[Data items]
====
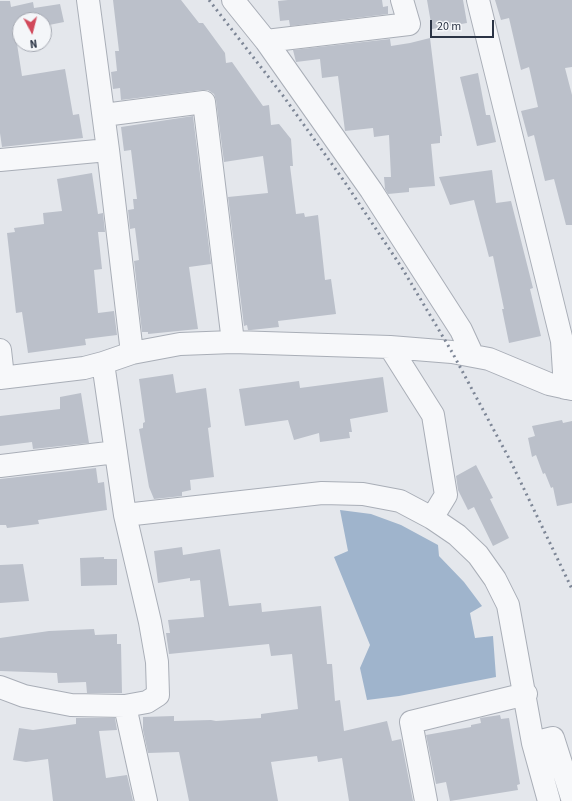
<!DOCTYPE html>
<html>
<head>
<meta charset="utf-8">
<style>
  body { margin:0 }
  #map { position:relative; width:572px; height:801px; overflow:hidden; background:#e4e7ec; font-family:"Source Sans 3",sans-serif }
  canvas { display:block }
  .north { position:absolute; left:12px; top:12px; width:40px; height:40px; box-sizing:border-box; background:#f4f6f9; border:1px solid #a4a8b1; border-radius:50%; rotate:173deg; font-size:11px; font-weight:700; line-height:16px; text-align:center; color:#2b3445 }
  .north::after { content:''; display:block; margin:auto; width:14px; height:18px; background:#d1495b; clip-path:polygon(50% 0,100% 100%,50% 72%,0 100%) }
  .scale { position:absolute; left:430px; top:20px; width:64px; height:18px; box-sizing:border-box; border:2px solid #2b3445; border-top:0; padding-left:5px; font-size:12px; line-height:14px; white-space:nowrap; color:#2b3445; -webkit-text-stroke:3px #f4f6f9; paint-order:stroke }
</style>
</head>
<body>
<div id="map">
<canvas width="572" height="801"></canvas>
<div class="north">N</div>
<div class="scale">20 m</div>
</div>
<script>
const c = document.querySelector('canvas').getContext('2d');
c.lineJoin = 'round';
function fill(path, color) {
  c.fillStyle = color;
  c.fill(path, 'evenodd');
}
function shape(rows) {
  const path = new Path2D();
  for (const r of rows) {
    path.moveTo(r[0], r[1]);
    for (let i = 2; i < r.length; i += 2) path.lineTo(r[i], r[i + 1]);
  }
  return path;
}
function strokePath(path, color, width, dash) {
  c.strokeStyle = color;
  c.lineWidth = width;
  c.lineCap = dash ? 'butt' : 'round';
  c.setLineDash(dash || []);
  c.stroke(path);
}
fill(shape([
  [340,510,371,514,401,525,438,545,439,556,464,582,482,606,470,613,475,638,493,636,496,677,399,696,367,700,360,668,370,645,334,557,348,551]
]), '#9fb4cc');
fill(shape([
  [113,0,181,0,199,23,203,23,225,53,226,63,232,62,263,106,269,105,271,125,279,124,291,139,293,166,290,166,296,214,304,213,305,217,318,215,325,280,331,279,336,314,278,321,279,327,251,330,248,330,247,325,244,326,228,197,268,193,263,156,224,162,216,100,214,94,208,90,202,90,121,100,120,88,113,89,111,72,117,71,115,51,119,51],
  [288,0,382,0,383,7,388,6,388,14,290,26,289,20,280,21,278,1],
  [427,0,463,0,467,23,432,29],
  [495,0,572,0,572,67,565,68,572,95,572,225,566,225,554,179,545,181,534,135,528,137,521,111,538,107,529,67,521,70,509,18,501,20],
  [0,1,10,1,11,7,33,2,34,8,60,4,64,22,44,26,44,20,20,20,20,30,15,31,22,76,65,69,73,115,79,114,83,138,2,147,0,133],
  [430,38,442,136,440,136,440,143,431,144,435,186,409,188,409,192,388,194,385,189,384,177,391,177,389,135,374,137,373,128,345,131,338,76,322,78,320,59,296,62,293,50,390,39,391,46,410,43],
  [478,73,486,115,490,115,496,142,477,146,460,77],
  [193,116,211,264,189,267,198,329,148,334,148,332,142,332,134,261,139,260,135,228,130,229,128,210,134,209,133,199,137,199,131,150,124,151,121,127],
  [492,170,496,203,511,201,533,288,530,289,541,336,509,343,502,309,504,309,493,256,489,257,474,200,450,205,439,177],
  [92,173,98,214,103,213,105,232,98,232,102,269,94,270,98,313,114,311,117,335,85,339,86,345,28,353,22,312,16,313,7,233,15,232,14,228,44,224,43,213,62,211,57,179],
  [173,374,176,393,206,388,211,427,208,428,214,477,190,480,191,490,182,492,182,496,154,499,149,487,139,429,143,428,143,423,145,422,139,379],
  [383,377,388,412,350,419,352,432,349,432,350,438,320,442,319,433,294,440,288,420,245,426,239,389,299,381,300,388],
  [81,393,89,443,33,449,32,442,0,446,0,416,60,409,60,397],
  [562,420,563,423,572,421,572,503,557,506,553,487,551,488,545,473,543,474,536,455,532,457,528,438,535,436,532,426],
  [476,465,493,498,490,499,509,538,493,546,474,507,468,510,458,490,456,476],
  [96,468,98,483,104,482,107,510,38,520,39,524,7,528,6,525,0,525,0,479],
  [182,547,183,555,220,549,229,606,261,603,262,612,321,606,327,664,332,664,335,701,340,700,344,731,387,721,392,741,401,739,413,801,349,801,342,758,318,762,317,756,271,762,278,801,189,801,179,752,148,753,143,730,143,717,174,716,174,721,211,720,216,721,261,718,261,714,298,709,292,654,271,656,269,644,169,654,166,633,170,633,168,620,204,617,200,580,190,581,190,578,158,583,154,551],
  [104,557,104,559,117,559,117,585,81,586,80,558],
  [23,564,29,601,0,603,0,565],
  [94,629,95,635,117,634,117,644,121,644,122,693,87,693,86,682,58,683,57,673,0,671,0,638,49,631],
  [500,715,501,719,509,718,520,784,517,785,518,790,450,801,446,782,436,784,426,735,471,727,471,725,481,723,480,718],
  [76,718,115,718,117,730,99,731,106,778,127,775,133,801,53,801,48,759,26,762,13,760,19,728,33,730,76,724]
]), '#bbc0ca');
const street = shape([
  [88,0,108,150,132,353,180,344,233,342,390,347,452,352,489,359,549,384,572,389],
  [233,0,266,41,371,190,461,330,473,356],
  [478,0,562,341,565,388],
  [266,41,409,24,402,0],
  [104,115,204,102,233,342],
  [0,160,108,150],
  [390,347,433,415,446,495,432,518],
  [0,350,3,377],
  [132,353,103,363,125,515,322,493,363,494,400,501,432,518,457,535,478,555,495,579,508,605,533,743,553,738,572,798],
  [0,378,84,368,103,363],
  [0,466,116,452],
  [0,687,24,696,71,705,125,706,147,702,158,695,157,662,150,622,125,515],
  [125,706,146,801],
  [533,743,549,801],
  [426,801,411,722,526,694]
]);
strokePath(street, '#a9aeb7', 24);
strokePath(street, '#f7f8fa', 22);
strokePath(shape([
  [209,0,284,97,344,181,402,268,452,352,511,462,572,589]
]), '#7d8696', 3, [2, 4]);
</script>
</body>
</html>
====
## What this task involves
Each line of the data that holds "dash" should be reported.

## Expected answer
function strokePath(path, color, width, dash) {
  c.lineCap = dash ? 'butt' : 'round';
  c.setLineDash(dash || []);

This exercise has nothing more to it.